Having won the Democratic primaries through an amorphous appeal to the desire for change and a disingenuous attempt to cast himself as an antiwar candidate, Obama has over the past few months voted in favor of police-state spying, fully embraced militarism, and given assurances to Wall Street that its profits will remain sacrosanct, no matter how severe the crisis confronting millions of working people.
The Democratic convention itself—a carefully scripted and corporate-funded media extravaganza—is to be the culmination of a systematic shift to the right by the Obama campaign.
He has spelled out the real significance of his primary campaign rhetoric about an end to the war in Iraq, making it clear that his call for withdrawing “combat troops”—16 months after taking office—envisions leaving a “residual force” consisting of tens of thousands of US military personnel and mercenaries to continue the colonial-style occupation.

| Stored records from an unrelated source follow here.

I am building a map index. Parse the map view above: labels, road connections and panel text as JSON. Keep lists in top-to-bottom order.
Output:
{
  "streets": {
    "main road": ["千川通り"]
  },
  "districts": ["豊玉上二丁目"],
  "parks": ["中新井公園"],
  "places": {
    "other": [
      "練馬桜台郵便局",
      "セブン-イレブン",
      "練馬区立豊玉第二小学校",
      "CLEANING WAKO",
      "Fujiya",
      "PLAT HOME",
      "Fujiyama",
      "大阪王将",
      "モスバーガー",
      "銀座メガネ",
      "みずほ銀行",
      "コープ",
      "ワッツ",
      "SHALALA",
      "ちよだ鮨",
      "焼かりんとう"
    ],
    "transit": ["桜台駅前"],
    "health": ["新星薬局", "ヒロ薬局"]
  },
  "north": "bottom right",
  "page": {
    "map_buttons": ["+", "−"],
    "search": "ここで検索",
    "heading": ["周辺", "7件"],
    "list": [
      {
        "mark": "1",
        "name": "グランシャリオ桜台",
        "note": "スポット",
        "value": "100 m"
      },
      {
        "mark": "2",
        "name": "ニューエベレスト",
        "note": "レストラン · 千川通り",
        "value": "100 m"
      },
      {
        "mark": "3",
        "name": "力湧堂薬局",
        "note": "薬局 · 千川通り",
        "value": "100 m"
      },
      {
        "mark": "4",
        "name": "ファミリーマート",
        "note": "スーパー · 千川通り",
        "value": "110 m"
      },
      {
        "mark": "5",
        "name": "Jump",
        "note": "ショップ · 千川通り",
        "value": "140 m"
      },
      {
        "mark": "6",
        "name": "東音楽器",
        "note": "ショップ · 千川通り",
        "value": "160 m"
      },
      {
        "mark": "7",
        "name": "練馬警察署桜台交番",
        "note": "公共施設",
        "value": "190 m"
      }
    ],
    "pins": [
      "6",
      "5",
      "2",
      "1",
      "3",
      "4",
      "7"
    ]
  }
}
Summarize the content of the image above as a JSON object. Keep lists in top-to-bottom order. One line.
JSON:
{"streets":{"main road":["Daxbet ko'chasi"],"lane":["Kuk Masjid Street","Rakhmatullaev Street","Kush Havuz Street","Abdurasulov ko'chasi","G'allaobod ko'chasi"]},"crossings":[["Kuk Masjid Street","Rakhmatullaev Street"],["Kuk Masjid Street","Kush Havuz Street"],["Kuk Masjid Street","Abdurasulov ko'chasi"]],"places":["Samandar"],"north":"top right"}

Writing in the Wall Street Journal on August 14, Obama’s principal economic advisors presented a plan that would hike capital gains and dividend taxes for those making more than $200,000 a year to only 20 percent, from the current 15 percent. The Democratic candidate had been expected to nearly double the capital gains tax—returning it to the rate that existed under Reagan and Bush as well as during the first term of the Clinton administration—and increase the tax on dividends to 40 percent.
By ruling out any materially significant increase in taxes on finance capital, Obama and the Democrats have effectively precluded any measures to improve living standards, increase public spending or boost employment. A Democratic administration in 2009 will spell a continuation and deepening of the attacks on living standards as American capitalism continues to confront its deepest crisis since the great depression of the 1930s.
Obama has repeatedly made it clear that the real thrust of his domestic policy will be the demand for fiscal responsibility. Under conditions in which the budget deficit will be approaching $500 billion by next year and with continued massive military spending, this can only mean stepped up attacks on working people.